Submitted by OntarioMD Dr. Adam Stewart
This blog post was originally published on April 22, 2018, on Dr. Adam Stewart’s website at www.stewartmedicine.com.
Information and data have value in every industry. The value of data in health care is only beginning to bloom. Who owns it, though?
Patients undoubtedly have rights with respect to their medical records. It goes unrecognized by most, however, that physicians own the value of data with their electronic charts.
Patients have rights to the content of the data within their medical records. The charts contain their personal information. This is unquestionable. However, the value of data comes from its structure and the organization, which is fully dependent on the physician who generates and maintains the medical record.
The organization of a patient’s chart may vary from being a barely legible handwritten paper chart to the other end of the spectrum of being a complex Electronic Medical Record (EMR) with the advanced data structure. Across the spectrum, the exact same patient information (content), can have widely different functionality and analyzability (value). This quality differential is entirely dependent on the physician and there can be extreme differences when comparing the charts, and thus data quality, of one physician to another.
Governments covet the value of the aggregate, even anonymized, data within EMRs for planning and policy purposes. Pharmaceutical companies share a similar craving for the data for marketing and development purposes. Innumerable interest groups and organizations equally desire data that relates to their agendas. (The legalities and ethics of sharing or selling data are beyond the scope of this article. Rather, the intent of this article is to identify and raise awareness of the value of EMR data that physicians possess).
As per College of Physicians and Surgeons of Ontario (CPSO), “patients have a right of access to their personal health information that is in the custody or under the control of” a physician.1 Patients can request copies of their charts. Even if the original chart was in EMR format, though, what the patient is entitled to and receives is either a printed paper copy of the records, or an electronic PDF document saved on a CD or memory stick, for example. In these formats, the data has relatively nil to minimal value because it is not structured in a way that is easily navigated and analyzed.
Physicians, and staff hired by physicians are the ones who input the notes and structure the data within their charts. Many physicians further build and customize tools within their EMRs to aid in the documentation. Physicians are the ones who pay for the EMR software, training, and vendor support. Physicians are the ones who are responsible for funding all of the computer hardware, technical support, and the physical space in which to house the infrastructure. Accordingly, in every sense, physicians own their EMRs.

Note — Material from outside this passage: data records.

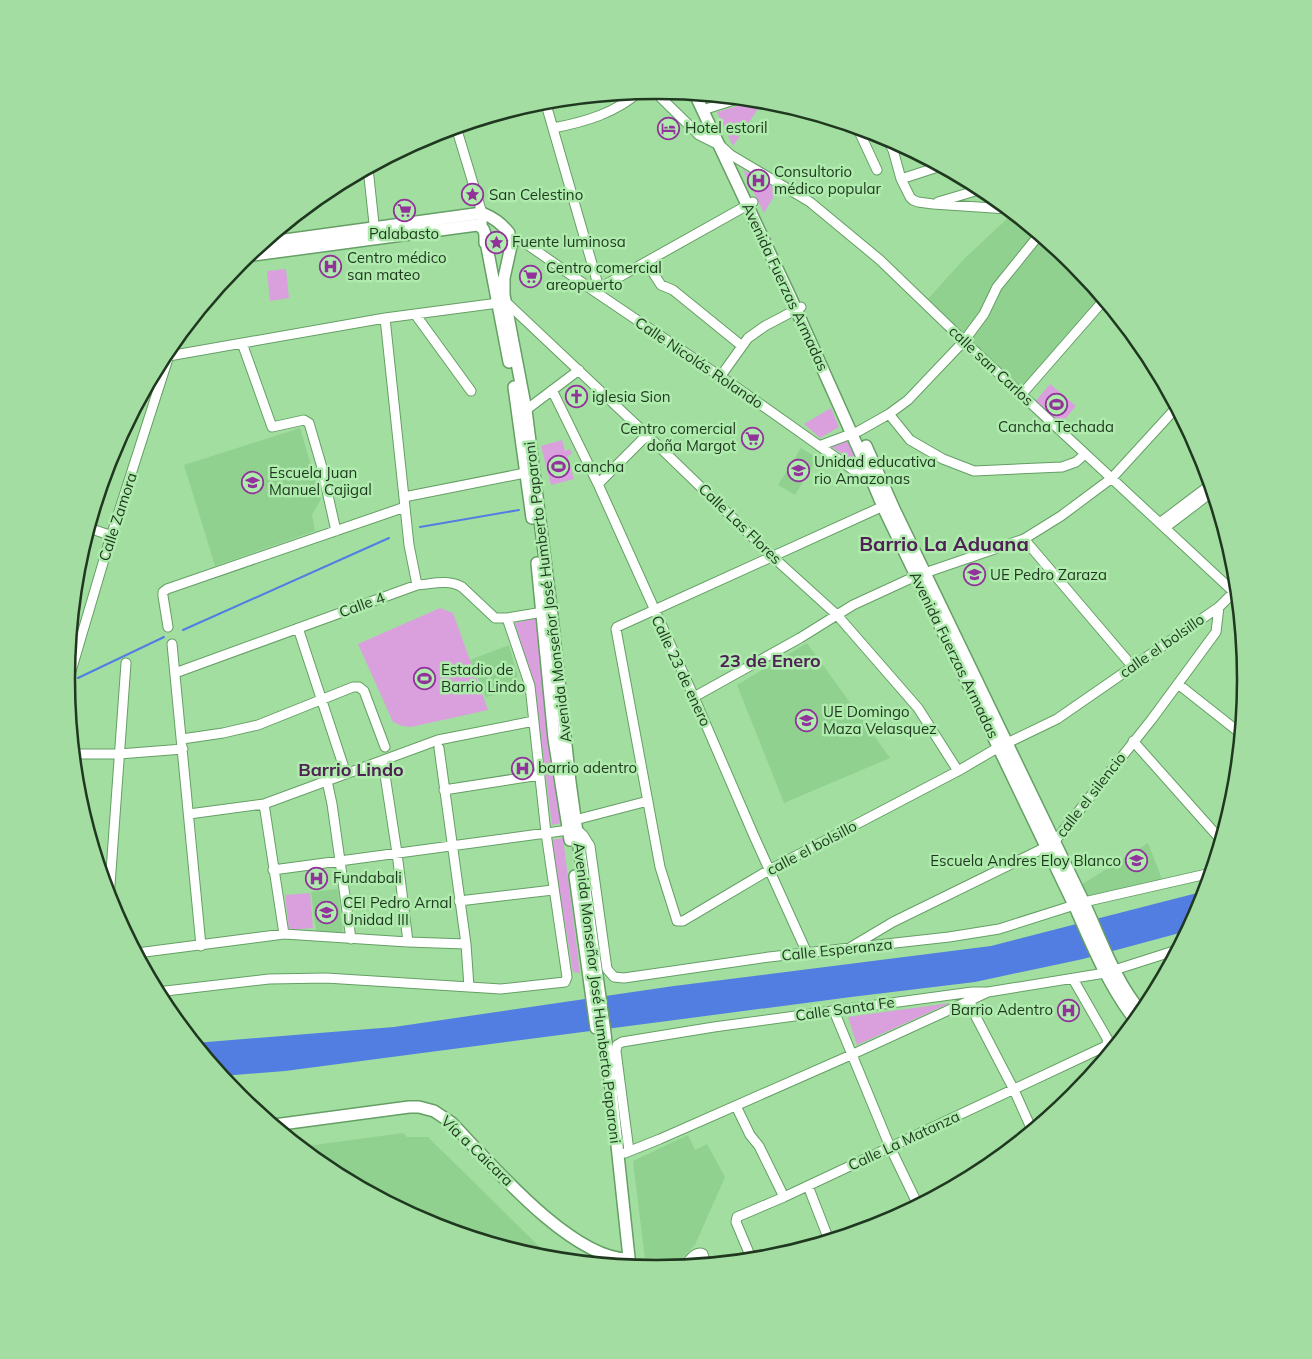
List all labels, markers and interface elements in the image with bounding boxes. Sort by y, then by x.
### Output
hotel icon: Hotel estoril [657,116,681,140]
place label: Hotel estoril [685,118,768,137]
place label: Consultorio médico popular [774,162,881,198]
hospital icon: Consultorio médico popular [746,169,770,193]
place icon: San Celestino [461,183,485,207]
place label: San Celestino [489,185,583,204]
supermarket icon: Palabasto [392,199,416,223]
street label: Avenida Fuerzas Armadas [738,200,833,374]
place label: Palabasto [369,224,439,243]
place icon: Fuente luminosa [484,230,508,254]
place label: Fuente luminosa [512,232,626,251]
place label: Centro médico san mateo [347,248,447,284]
hospital icon: Centro médico san mateo [319,255,343,279]
place label: Centro comercial areopuerto [546,258,662,294]
supermarket icon: Centro comercial areopuerto [518,265,542,289]
street label: Calle Nicolás Rolando [632,313,767,413]
street label: calle san Carlos [945,322,1038,410]
church icon: iglesia Sion [564,385,588,409]
place label: iglesia Sion [592,387,671,406]
sports icon: Cancha Techada [1044,392,1068,416]
place label: Cancha Techada [998,417,1114,436]
place label: Centro comercial doña Margot [620,419,736,455]
supermarket icon: Centro comercial doña Margot [740,426,764,450]
street label: Avenida Monseñor José Humberto Paparoni [520,440,575,744]
place label: Unidad educativa rio Amazonas [814,452,936,488]
sports icon: cancha [546,455,570,479]
place label: cancha [574,457,624,476]
school or university icon: Unidad educativa rio Amazonas [786,459,810,483]
place label: Escuela Juan Manuel Cajigal [269,463,372,499]
street label: Calle Zamora [94,470,141,564]
school or university icon: Escuela Juan Manuel Cajigal [241,470,265,494]
street label: Calle Las Flores [695,479,786,568]
district label: Barrio La Aduana [859,531,1029,556]
school or university icon: UE Pedro Zaraza [962,563,986,587]
place label: UE Pedro Zaraza [990,565,1107,584]
street label: Avenida Fuerzas Armadas [906,568,1003,741]
street label: Calle 4 [336,588,387,622]
street label: calle el bolsillo [1116,609,1208,682]
street label: Calle 23 de enero [647,612,715,729]
district label: 23 de Enero [719,649,821,672]
place label: Estadio de Barrio Lindo [441,660,525,696]
sports icon: Estadio de Barrio Lindo [413,667,437,691]
place label: UE Domingo Maza Velasquez [823,702,937,738]
school or university icon: UE Domingo Maza Velasquez [795,709,819,733]
street label: calle el silencio [1052,749,1130,841]
hospital icon: barrio adentro [510,756,534,780]
district label: Barrio Lindo [298,758,404,781]
place label: barrio adentro [538,758,637,777]
street label: calle el bolsillo [764,816,860,879]
street label: Avenida Monseñor José Humberto Paparoni [570,841,625,1145]
school or university icon: Escuela Andres Eloy Blanco [1125,849,1149,873]
place label: Escuela Andres Eloy Blanco [930,851,1121,870]
hospital icon: Fundabali [305,866,329,890]
place label: Fundabali [333,868,402,887]
place label: CEI Pedro Arnal Unidad III [343,893,452,929]
school or university icon: CEI Pedro Arnal Unidad III [315,900,339,924]
street label: Calle Esperanza [781,934,893,965]
street label: Calle Santa Fe [794,992,896,1025]
hospital icon: Barrio Adentro [1057,998,1081,1022]
place label: Barrio Adentro [951,1000,1053,1019]
street label: Calle La Matanza [845,1106,963,1175]
street label: Vía a Caicara [437,1111,517,1190]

One might try to argue that part of the payment to physicians from Ontario Health Insurance Plan (OHIP) for their services includes the generation and maintenance of the medical record.2 However, OHIP simply mandates and includes payment for physicians to “keep and maintain appropriate medical records”.3 It specifies nothing with respect to a standard of quality. The CPSO has more specific requirements.1 However, even a legible and complete paper chart meets those standards of care. Anything above and beyond the minimum baseline of those requirements has value, and that value is derived from, and therefore owned by, the physician who generates and maintains that chart.

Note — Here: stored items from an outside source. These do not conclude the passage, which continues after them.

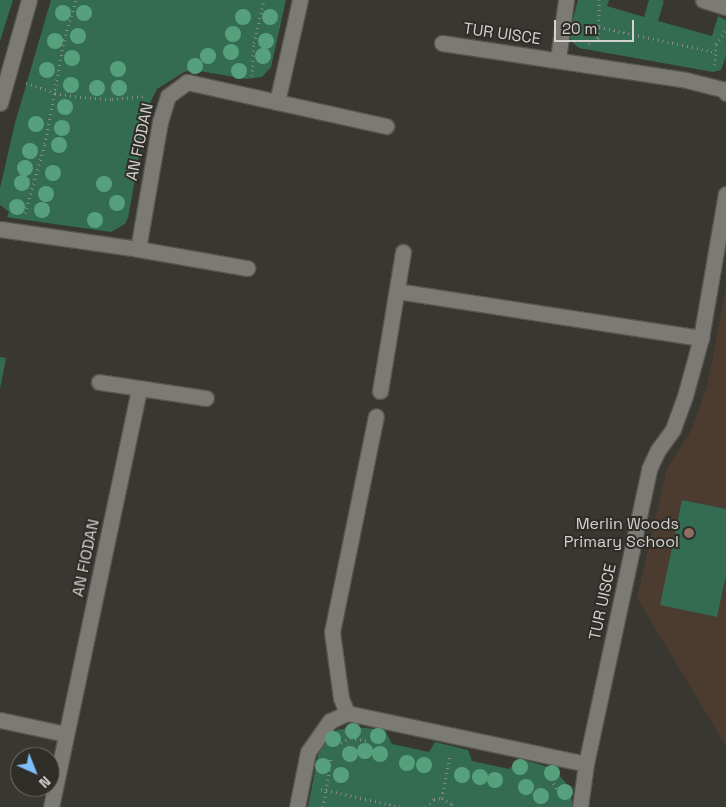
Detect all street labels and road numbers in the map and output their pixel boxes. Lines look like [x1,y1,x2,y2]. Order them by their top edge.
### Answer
street label: TUR UISCE [462,19,542,49]
street label: AN FIODAN [122,101,158,183]
street label: AN FIODAN [68,517,104,599]
street label: TUR UISCE [586,562,620,642]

There is obvious variability with respect to the quality of data within physicians’ EMRs. The difference from one extreme to another highlights the differences in the value of EMR data. Physicians own that value.
Patients have rights to the content of their individual data. Physicians own the organization, structure, functionality, and analyzability of the data. Physicians own their EMRs. It follows that physicians own the value of the aggregate data within their EMRs. These are careful and important distinctions.